:: Records provided ::

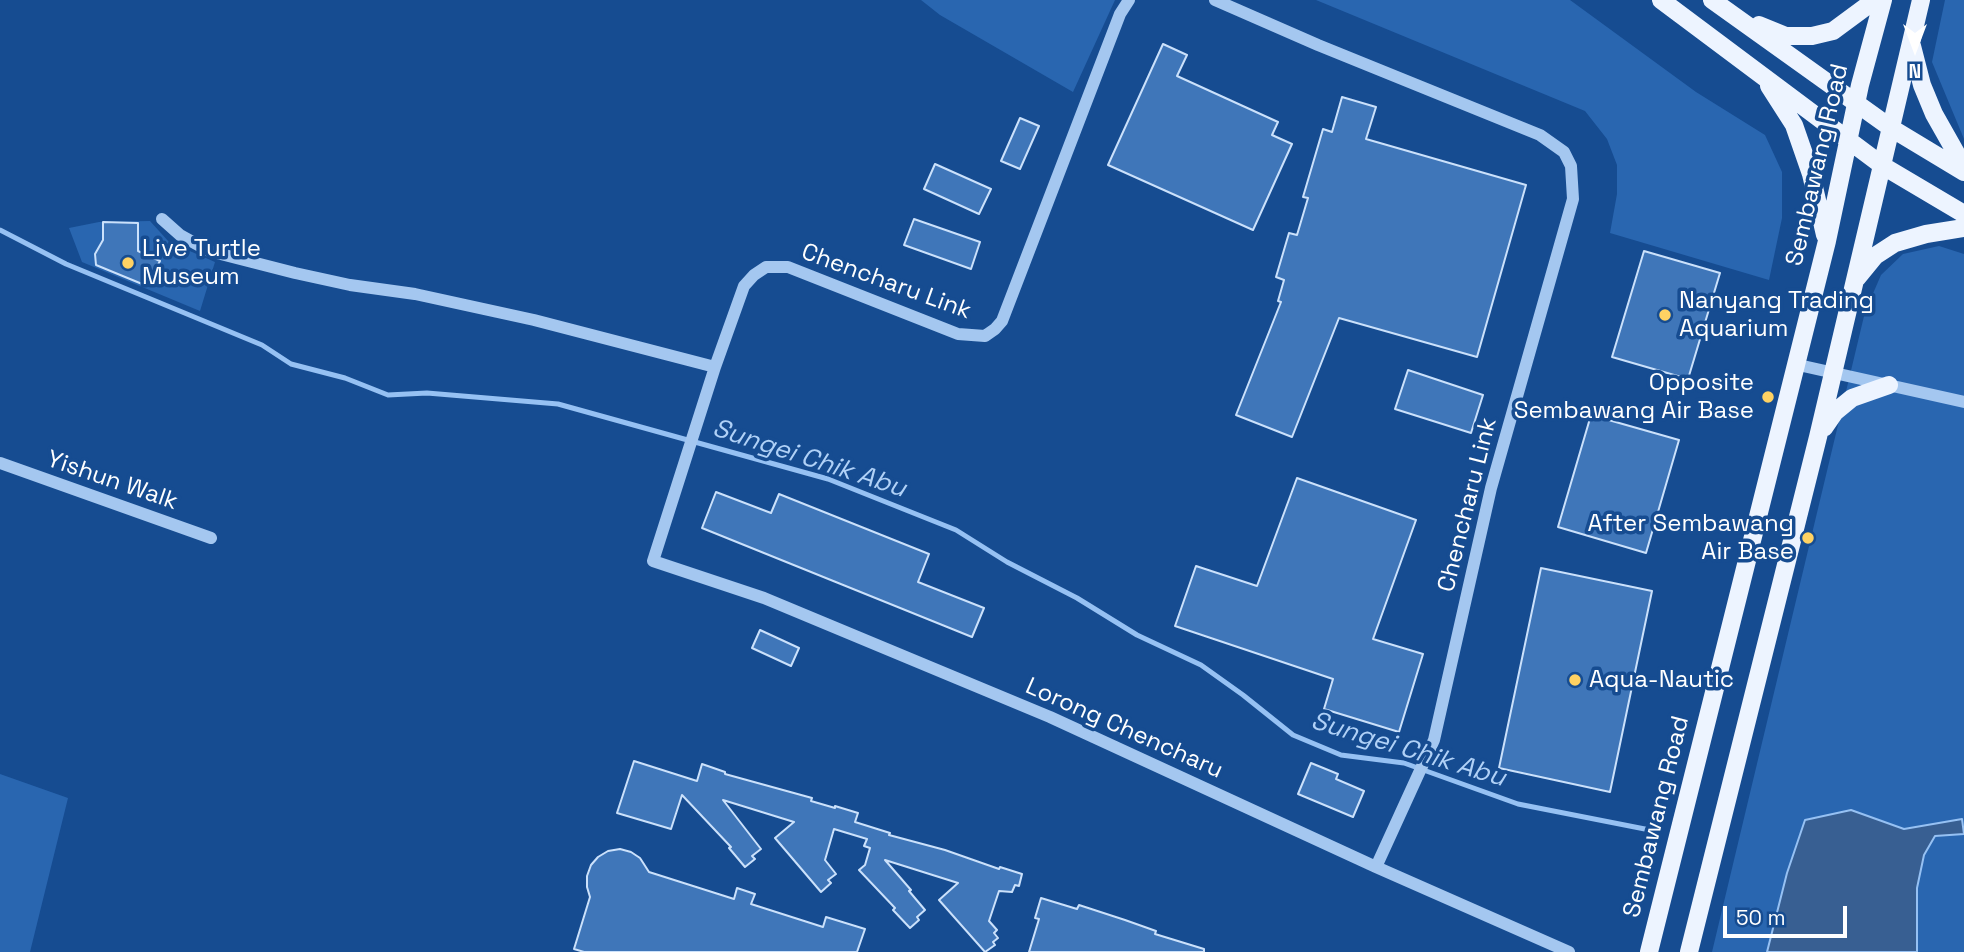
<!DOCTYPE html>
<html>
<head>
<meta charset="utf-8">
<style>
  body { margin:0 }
  #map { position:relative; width:1964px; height:952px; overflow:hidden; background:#164c91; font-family:"Space Grotesk",sans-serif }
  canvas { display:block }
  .north { position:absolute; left:1880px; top:14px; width:70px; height:70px; -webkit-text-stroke:5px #164c91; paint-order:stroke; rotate:180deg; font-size:19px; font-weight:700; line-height:28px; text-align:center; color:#fff }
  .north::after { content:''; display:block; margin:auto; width:24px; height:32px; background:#fff; clip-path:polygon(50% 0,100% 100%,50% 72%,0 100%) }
  .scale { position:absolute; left:1723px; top:906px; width:124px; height:32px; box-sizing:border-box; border:4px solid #fff; border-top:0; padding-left:9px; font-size:21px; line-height:24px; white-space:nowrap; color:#fff; -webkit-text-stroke:5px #164c91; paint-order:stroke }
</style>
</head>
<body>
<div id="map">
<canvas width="1964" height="952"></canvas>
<div class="north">N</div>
<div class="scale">50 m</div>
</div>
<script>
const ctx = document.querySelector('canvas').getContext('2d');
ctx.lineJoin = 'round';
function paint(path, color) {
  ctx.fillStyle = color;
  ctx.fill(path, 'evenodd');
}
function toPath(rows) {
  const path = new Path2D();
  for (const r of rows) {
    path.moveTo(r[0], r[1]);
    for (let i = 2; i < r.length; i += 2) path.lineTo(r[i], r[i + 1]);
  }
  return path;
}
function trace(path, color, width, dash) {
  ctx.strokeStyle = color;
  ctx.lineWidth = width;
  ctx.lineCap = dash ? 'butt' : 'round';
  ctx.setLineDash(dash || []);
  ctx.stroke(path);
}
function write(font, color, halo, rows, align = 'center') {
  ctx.font = font + ' "Space Grotesk",sans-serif';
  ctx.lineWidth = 7;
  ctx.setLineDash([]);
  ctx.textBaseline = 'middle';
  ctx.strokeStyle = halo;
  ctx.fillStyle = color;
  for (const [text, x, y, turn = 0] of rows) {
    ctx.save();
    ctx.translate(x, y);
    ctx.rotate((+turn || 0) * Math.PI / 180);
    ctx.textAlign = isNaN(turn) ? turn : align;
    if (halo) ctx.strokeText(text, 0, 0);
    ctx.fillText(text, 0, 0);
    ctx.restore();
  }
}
const green = toPath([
  [921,0,1115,0,1073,92,940,15],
  [1316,0,1570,0,1696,92,1765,135,1782,172,1782,218,1769,280,1610,233,1617,194,1617,165,1607,139,1585,111],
  [1945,0,1964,0,1964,139,1932,62],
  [150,221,169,242,215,262,200,311,82,262,69,228,99,222],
  [1939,246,1964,254,1964,952,1712,952,1865,312,1881,275,1903,254],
  [0,774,68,798,30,952,0,952]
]);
const water = toPath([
  [1851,810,1904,829,1962,819,1964,834,1935,836,1924,855,1917,888,1917,952,1767,952,1787,873,1805,820,1851,810]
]);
const stream = toPath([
  [0,230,66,264,262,345,291,364,345,378,388,395,427,393,558,404,828,479,956,530,1007,562,1077,598,1137,635,1201,665,1243,695,1293,735,1341,755,1404,763,1518,804,1655,831]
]);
const building = toPath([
  [1163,44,1187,55,1177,76,1278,122,1272,135,1292,144,1253,230,1108,165,1163,44],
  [1342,97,1376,107,1366,139,1526,185,1477,357,1339,318,1292,437,1236,415,1281,302,1278,301,1284,280,1276,277,1289,233,1297,235,1308,198,1303,197,1323,129,1332,132,1342,97],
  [1020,118,1039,126,1020,169,1001,161,1020,118],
  [935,164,991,189,979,214,924,189,935,164],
  [914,219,980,242,971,269,904,245,914,219],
  [103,222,138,223,138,251,160,261,147,286,96,265,95,254,103,240,103,222],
  [1644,251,1720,273,1688,379,1612,357,1644,251],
  [1408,370,1483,395,1471,433,1395,409,1408,370],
  [1591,415,1679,440,1646,553,1558,527,1591,415],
  [1297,478,1416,520,1373,639,1423,654,1399,732,1324,709,1333,679,1175,626,1196,566,1257,586,1297,478],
  [716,492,771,513,779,494,929,554,918,582,984,608,972,637,702,528,716,492],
  [1541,568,1652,591,1610,792,1499,768,1541,568],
  [760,630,799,648,791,666,752,648,760,630],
  [634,761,697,781,702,764,725,772,725,774,812,798,811,801,835,808,835,806,858,813,855,822,890,833,889,835,945,850,999,869,1000,867,1022,874,1019,886,1015,885,1012,892,999,891,989,921,997,930,994,933,998,938,993,942,995,945,985,952,939,900,958,883,885,860,911,890,909,891,925,910,917,917,919,920,910,928,893,910,895,908,859,870,865,865,870,848,864,846,867,839,834,829,825,860,836,874,828,880,831,883,821,892,775,838,794,822,723,800,761,849,752,856,755,859,745,867,729,848,731,847,682,795,671,829,617,813,634,761],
  [1311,763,1338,774,1336,779,1364,791,1353,817,1298,794,1311,763],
  [620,849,631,852,640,858,649,872,734,899,737,888,755,894,751,904,823,927,826,917,865,929,857,952,584,952,574,949,590,897,587,887,587,876,591,865,598,857,608,851,620,849],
  [1041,898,1077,909,1079,905,1125,920,1156,931,1155,934,1204,949,1204,952,1029,952,1039,919,1035,918,1041,898]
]);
const minor = toPath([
  [1129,0,1120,14,1002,321,995,329,985,336,958,334,788,267,766,267,754,275,744,286,715,367,653,561,764,598,1050,717,1376,867,1569,952],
  [1215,0,1318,45,1540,135,1564,152,1571,166,1573,199,1491,488,1434,740,1376,867],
  [162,219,180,235,209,251,295,273,350,285,415,294,534,320,715,367],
  [1794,364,1964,402],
  [0,463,211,538]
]);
const major = toPath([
  [1661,0,1883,166,1964,214],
  [1712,0,1891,128,1964,172],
  [1759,25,1786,36,1812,36,1833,31,1875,0],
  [1912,46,1922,85,1934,114,1964,167],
  [1769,86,1794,125,1811,174,1825,235],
  [1857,278,1875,256,1895,243,1926,234,1964,228],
  [1824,428,1835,412,1852,398,1889,385],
  [1649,952,1827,241,1860,85,1883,0],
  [1689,952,1818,437,1921,0]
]);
const markers = [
  [128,263,7,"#ffd263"],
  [1665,315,7,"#ffd263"],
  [1768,397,7,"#ffd263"],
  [1808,538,7,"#ffd263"],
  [1575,680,7,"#ffd263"]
];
const streetNames = [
  ["Sembawang Road",1818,165,-77],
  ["Chencharu Link",886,282,20],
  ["Yishun Walk",112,481,19],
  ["Chencharu Link",1468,505,-76],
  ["Lorong Chencharu",1124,729,24],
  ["Sembawang Road",1657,817,-76]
];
const poiNames = [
  ["Live Turtle",142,249],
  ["Museum",142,277],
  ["Nanyang Trading",1679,301],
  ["Aquarium",1679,329],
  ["Opposite",1754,383,"right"],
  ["Sembawang Air Base",1754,411,"right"],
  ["After Sembawang",1794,524,"right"],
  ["Air Base",1794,552,"right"],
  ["Aqua-Nautic",1589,680]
];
const waterNames = [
  ["Sungei Chik Abu",809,459,18],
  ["Sungei Chik Abu",1408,750,17]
];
paint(green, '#2966b0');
paint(water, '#385f92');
trace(water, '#96c1f3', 2);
trace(stream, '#96c1f3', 5);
paint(building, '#3f76b9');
trace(building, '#cbe1fb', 2);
trace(minor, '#a4c7f0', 12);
trace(major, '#edf4ff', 18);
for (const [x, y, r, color] of markers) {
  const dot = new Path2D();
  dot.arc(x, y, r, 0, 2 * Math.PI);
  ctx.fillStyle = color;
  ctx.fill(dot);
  trace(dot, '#164c91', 2.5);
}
write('24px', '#fff', '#164c91', streetNames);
write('24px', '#fff', '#164c91', poiNames, 'left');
write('italic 26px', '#b0d1f7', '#164c91', waterNames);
</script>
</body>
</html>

:::

--- Action item ---
The word is "center". Copy every line above where it appears.

--- Response area ---
  .north { position:absolute; left:1880px; top:14px; width:70px; height:70px; -webkit-text-stroke:5px #164c91; paint-order:stroke; rotate:180deg; font-size:19px; font-weight:700; line-height:28px; text-align:center; color:#fff }
function write(font, color, halo, rows, align = 'center') {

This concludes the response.